If you fancy a less glamorous way to gamble your hard-earned cash this summer why not remortgage your property, and try to make an educated guess on what sort of deal to take -- fixed or variable?

This is a controversial subject, but personally I still think that tracker rates are currently your best bet whichever way rates go. However, the vast majority of UK borrowers opt for a fixed rate. This proportion tends to increase in a rising interest rate environment, which we could find ourselves in this year, or not. Who knows?

What a shame then that fixed rates are at their highest level in 10 years, with two-year rates averaging 6.75%, according to Moneyfacts.

Last week, swap rates -- which determine the cost of fixed rate borrowing for lenders -- rose to a new high of 6.49%, meaning it will now cost lenders even more to secure fixed rate funds. The unfortunate news for borrowers means fixed rates will probably get even higher in the coming weeks.

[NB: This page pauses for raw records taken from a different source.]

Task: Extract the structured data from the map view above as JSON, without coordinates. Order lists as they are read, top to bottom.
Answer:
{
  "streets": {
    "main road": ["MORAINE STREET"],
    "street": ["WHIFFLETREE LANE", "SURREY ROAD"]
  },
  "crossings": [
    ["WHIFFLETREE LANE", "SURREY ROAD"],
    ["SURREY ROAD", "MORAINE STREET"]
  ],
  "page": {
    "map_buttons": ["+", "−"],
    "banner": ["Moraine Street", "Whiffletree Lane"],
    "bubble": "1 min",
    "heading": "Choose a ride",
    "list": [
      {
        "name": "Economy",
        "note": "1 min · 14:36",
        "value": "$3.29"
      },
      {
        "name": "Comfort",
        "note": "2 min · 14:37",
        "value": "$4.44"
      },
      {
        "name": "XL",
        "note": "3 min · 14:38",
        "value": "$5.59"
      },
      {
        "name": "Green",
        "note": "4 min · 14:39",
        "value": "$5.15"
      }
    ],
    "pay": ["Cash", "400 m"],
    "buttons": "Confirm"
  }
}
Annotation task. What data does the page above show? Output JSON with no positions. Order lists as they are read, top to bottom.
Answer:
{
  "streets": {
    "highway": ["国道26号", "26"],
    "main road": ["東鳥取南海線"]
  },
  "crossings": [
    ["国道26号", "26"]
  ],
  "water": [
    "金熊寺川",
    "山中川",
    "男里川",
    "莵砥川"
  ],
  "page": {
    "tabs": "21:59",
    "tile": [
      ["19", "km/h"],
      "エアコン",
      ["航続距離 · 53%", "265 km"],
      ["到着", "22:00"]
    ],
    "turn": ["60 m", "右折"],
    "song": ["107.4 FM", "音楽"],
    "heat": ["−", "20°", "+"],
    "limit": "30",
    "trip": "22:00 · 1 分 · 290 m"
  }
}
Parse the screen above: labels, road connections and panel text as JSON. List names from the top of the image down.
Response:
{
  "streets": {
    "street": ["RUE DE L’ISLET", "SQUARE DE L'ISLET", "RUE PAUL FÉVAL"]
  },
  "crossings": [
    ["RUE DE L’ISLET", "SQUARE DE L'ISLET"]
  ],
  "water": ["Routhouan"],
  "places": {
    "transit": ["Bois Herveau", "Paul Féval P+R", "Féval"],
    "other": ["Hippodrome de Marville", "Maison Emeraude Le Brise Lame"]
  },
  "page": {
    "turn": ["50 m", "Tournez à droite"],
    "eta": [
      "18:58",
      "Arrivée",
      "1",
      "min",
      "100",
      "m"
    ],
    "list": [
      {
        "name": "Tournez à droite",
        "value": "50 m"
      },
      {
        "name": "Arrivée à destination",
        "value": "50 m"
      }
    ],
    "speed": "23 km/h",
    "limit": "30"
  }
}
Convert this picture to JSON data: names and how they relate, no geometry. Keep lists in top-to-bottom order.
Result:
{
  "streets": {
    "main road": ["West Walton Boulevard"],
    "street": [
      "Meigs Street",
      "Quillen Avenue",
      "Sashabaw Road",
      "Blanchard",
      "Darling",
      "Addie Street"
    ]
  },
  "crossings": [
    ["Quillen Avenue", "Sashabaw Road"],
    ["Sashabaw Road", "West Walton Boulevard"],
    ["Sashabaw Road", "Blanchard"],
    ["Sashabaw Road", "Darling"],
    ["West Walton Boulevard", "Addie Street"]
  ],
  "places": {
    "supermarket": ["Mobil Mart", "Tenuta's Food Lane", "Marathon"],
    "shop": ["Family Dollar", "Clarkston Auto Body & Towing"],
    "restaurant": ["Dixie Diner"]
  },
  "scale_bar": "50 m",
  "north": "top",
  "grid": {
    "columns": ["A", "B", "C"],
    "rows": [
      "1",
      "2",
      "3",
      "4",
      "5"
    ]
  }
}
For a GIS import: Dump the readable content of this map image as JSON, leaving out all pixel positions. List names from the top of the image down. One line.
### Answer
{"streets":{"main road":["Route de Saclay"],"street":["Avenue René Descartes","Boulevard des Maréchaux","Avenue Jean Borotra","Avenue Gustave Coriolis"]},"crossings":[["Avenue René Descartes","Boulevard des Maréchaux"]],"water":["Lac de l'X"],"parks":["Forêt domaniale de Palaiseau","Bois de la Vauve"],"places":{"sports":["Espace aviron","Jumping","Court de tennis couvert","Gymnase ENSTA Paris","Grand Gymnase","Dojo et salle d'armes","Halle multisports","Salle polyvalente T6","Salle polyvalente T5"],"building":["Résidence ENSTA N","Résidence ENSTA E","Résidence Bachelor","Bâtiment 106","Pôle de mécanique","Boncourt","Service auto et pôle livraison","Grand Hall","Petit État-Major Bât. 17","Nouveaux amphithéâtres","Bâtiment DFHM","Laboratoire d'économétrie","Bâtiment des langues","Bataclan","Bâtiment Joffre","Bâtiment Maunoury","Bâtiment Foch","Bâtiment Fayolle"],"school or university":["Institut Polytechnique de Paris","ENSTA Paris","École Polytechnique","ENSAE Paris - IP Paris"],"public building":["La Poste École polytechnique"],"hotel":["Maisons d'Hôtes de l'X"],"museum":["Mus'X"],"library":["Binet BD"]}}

Woolwich and Nationwide have already repriced their fixed rates upwards and more lenders are expected to follow their lead, widening the gap between fixed and variable/tracker rates even further.

In a fix with fees

Another problem is that many fixed rate mortgages are charging much higher fees these days. Lenders are taking no chances with borrowers. They want low-risk customers who can pay large fees to offset any risk that they will move on or fall into arrears.

What can you do?

Firstly, you can consider not taking out a fixed rate. Check out the total cost of deals, including fees, when working out what suits you. Discounted variable rates and tracker deals are looking more tempting than ever.

The average two-year variable rate stands at 6.66% - cheaper than fixed rates.

The most competitive variable products include two-year discounts from HSBC at 5.63% with a tiny £249 fee or a Woolwich fee-free deal at 5.74% for borrowers with 40% to put down upfront.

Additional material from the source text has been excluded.